# When leather gloves get wet



## amelia (May 3, 2003)

Here in the wet country, it's never long after you buy a new pair of leather gloves that they get wet and turn the consistency of cardboard. Is there any way of restoring the softness of leather gloves once they've gotten wet?


----------



## Lt. Wombat (Jul 3, 2003)

We treat them with baseball glove oil/conditioner when new and they have yet to get stiff unless water get inside them


----------



## YuccaFlatsRanch (May 3, 2004)

Buy good deerskin or elkskin gloves - they don't get hard when the dry.


----------



## mousecat33 (Jan 9, 2004)

Neats foot oil does the trick, especially if applied before they get wet.

mc


----------



## Don Armstrong (May 8, 2002)

Work them mechanically. Just rolling them over and over and around and around on a flat surface will do, or throw them in a clothes dryer with a few tennis balls and tennis shoes without heat for a few minutes.


----------



## UncleTom (Jan 24, 2003)

I have used wd 40 or even dexron transmission fluid. Sounds crude but it will soften them and lasts a long time. If they are just work gloves that is.


----------



## opus (Sep 15, 2004)

Dont use Neatsfoot, it deteriorates the thread. I use olive oil on all my leather. Saddles, boots, ******, reins, headstalls.....
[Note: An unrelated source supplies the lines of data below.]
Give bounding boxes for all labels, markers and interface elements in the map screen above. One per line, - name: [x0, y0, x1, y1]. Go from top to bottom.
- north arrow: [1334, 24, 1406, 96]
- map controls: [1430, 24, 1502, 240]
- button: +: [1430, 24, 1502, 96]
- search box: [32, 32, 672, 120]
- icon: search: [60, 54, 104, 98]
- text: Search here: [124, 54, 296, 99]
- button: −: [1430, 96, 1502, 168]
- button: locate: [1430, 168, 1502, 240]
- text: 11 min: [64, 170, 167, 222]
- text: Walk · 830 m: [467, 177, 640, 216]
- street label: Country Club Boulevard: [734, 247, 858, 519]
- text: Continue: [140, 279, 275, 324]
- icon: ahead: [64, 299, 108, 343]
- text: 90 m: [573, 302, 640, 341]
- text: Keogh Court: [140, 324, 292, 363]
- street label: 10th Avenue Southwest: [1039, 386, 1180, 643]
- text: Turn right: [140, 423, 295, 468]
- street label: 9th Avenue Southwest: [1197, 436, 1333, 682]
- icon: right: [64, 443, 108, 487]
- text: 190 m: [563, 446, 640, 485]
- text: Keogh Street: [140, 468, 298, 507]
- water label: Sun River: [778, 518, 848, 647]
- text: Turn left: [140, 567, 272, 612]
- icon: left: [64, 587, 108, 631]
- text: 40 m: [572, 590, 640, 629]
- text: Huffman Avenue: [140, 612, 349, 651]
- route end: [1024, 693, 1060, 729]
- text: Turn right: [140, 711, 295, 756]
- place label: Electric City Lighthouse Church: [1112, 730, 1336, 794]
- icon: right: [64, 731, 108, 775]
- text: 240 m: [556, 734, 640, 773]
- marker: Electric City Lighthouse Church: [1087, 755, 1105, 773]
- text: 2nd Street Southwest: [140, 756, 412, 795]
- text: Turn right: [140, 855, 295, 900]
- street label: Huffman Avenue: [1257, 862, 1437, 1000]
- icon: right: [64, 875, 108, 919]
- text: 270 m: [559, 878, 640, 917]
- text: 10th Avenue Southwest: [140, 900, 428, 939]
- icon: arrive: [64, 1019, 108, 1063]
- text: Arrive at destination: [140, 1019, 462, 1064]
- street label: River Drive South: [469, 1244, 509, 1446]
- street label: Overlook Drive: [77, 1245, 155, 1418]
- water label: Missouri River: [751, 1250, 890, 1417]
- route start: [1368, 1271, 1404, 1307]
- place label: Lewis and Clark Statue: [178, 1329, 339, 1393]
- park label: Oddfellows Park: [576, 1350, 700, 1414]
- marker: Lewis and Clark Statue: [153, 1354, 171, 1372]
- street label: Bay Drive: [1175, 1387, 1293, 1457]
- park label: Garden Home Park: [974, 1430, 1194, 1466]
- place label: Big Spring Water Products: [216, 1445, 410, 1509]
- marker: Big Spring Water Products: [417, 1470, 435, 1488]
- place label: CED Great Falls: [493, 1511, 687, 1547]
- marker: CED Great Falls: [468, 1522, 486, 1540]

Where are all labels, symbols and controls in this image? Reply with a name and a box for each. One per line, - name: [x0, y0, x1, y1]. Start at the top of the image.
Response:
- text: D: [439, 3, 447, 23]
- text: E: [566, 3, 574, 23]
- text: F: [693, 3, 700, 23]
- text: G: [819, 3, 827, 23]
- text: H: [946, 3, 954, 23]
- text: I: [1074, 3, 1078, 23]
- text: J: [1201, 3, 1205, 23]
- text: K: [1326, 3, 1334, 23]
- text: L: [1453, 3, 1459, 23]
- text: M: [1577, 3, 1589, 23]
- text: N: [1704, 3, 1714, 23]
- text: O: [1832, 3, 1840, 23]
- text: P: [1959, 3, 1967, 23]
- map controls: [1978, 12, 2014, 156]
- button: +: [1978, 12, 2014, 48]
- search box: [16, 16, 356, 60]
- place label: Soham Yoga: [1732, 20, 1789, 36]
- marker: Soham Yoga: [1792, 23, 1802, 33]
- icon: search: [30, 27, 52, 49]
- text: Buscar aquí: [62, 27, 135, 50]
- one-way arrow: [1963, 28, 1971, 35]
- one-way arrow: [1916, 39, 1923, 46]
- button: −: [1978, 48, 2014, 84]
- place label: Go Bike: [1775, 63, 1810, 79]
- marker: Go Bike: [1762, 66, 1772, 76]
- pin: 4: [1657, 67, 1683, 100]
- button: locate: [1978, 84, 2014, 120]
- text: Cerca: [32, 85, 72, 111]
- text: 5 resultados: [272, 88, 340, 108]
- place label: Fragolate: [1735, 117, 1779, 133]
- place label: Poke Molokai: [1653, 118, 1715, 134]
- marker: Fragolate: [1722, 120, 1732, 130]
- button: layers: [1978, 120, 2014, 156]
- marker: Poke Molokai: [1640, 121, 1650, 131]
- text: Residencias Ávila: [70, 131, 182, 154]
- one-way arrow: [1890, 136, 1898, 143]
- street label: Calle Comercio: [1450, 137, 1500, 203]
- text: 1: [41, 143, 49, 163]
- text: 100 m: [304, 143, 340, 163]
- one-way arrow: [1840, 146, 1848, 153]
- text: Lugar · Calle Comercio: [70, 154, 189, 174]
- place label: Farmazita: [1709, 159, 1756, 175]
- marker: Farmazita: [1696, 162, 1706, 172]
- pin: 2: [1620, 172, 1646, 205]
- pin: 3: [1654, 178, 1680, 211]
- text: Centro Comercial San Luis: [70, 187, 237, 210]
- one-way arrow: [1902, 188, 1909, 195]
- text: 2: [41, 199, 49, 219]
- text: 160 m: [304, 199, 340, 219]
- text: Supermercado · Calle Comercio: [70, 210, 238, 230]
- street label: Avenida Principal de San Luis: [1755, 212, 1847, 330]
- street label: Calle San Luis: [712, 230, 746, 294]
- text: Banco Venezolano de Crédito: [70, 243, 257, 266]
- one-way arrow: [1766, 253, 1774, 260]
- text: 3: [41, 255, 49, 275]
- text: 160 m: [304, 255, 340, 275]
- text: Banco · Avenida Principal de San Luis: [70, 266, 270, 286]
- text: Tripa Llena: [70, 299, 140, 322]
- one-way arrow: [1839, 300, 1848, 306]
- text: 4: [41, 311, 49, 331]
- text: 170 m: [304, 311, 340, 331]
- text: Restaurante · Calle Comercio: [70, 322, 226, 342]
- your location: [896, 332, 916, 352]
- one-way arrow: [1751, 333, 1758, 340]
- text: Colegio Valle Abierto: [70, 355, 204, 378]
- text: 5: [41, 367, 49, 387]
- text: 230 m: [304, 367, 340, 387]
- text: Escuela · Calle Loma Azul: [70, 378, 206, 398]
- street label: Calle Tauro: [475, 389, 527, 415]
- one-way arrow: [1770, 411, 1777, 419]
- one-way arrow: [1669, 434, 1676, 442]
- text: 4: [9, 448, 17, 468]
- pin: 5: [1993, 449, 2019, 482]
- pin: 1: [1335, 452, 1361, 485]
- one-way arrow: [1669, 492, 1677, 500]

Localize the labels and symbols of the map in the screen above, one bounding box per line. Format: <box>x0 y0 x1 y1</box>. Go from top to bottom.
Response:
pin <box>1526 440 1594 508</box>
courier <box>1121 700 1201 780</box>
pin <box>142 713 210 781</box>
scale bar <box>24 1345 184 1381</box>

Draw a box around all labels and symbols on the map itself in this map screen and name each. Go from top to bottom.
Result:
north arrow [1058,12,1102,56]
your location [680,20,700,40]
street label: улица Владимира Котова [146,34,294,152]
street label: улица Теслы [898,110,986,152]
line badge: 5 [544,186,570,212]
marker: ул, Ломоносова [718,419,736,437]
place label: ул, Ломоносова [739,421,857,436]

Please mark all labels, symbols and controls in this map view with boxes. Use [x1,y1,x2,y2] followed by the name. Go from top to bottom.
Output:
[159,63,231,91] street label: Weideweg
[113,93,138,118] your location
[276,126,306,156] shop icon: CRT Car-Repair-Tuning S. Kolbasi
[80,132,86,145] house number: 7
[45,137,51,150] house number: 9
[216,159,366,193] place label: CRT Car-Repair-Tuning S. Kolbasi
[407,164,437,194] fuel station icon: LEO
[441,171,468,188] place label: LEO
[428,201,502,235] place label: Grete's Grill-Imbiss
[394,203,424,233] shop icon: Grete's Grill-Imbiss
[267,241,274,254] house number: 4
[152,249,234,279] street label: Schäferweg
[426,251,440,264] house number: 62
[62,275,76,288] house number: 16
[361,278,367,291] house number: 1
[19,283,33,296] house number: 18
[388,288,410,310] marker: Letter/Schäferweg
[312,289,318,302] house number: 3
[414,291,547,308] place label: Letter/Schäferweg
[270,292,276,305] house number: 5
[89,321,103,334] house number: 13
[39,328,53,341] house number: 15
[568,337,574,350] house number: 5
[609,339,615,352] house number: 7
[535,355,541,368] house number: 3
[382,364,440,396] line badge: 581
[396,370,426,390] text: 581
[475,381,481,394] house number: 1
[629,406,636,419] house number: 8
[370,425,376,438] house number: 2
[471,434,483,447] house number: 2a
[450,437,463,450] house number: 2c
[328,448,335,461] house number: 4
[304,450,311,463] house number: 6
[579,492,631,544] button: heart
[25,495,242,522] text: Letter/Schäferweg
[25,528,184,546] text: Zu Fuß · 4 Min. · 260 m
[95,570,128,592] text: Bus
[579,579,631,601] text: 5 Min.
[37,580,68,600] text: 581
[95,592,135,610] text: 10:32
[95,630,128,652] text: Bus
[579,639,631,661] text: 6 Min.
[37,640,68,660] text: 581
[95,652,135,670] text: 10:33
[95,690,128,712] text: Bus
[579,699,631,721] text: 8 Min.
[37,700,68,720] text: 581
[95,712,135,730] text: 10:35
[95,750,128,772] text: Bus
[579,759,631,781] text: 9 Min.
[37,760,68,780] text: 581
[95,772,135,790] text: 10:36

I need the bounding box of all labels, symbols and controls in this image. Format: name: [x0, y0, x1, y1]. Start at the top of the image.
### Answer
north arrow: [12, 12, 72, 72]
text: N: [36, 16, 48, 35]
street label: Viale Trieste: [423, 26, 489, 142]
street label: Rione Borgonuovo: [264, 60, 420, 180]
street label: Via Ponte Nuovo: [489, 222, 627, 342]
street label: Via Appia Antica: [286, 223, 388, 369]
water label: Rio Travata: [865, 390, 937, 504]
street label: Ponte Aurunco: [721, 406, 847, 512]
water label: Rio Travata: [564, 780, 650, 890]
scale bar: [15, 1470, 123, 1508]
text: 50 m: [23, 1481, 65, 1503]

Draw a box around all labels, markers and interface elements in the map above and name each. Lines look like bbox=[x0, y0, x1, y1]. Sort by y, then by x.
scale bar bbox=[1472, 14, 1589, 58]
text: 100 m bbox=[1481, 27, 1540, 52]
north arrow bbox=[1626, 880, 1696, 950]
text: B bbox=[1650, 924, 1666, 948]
Had a saddle maker turn me onto it, wouldnt use anything else.


----------



## BCR (Jun 24, 2002)

I actually wet mine on purpose, I wash them. 

They soften up again with use. Also, I occ. treat a pair of clean gloves with lanolin rubbed into them. Makes them more water-repellent.


----------



## MelissaW (Jun 18, 2003)

I put mine on my hands and rub leather conditioner (bought at a leather store) into them, and buff it off. If they've also gotten dirty, I wash them with saddle soap first. I can usually keep a pair soft this way until the leather wears completely through!


----------



## unioncreek (Jun 18, 2002)

I always make my new leather gloves and boots wet, soaked actually. Then wear them till they are dry, apply a leather conditioner. I make my leather conditioner out of bear oil (when I can get it) or Neet's Foot oil and bees wax. Heat the oil an put alittle bee's wax in it, just enough to make it a soft paste.

Bob


----------



## Shrek (May 1, 2002)

Olive oil here.


----------



## vegascowgirl (Sep 19, 2004)

I usually work in a nice amount of mink oil before I ever work with them. Just put the gloves on and work in the oil like it was lotion on your hands. Mink oil will water proof the gloves as well as keep them soft. I use it on my boots as well, trust me your feet will thank you :worship: after walking through rain and puddles.


----------



## Debbie in MO (May 13, 2002)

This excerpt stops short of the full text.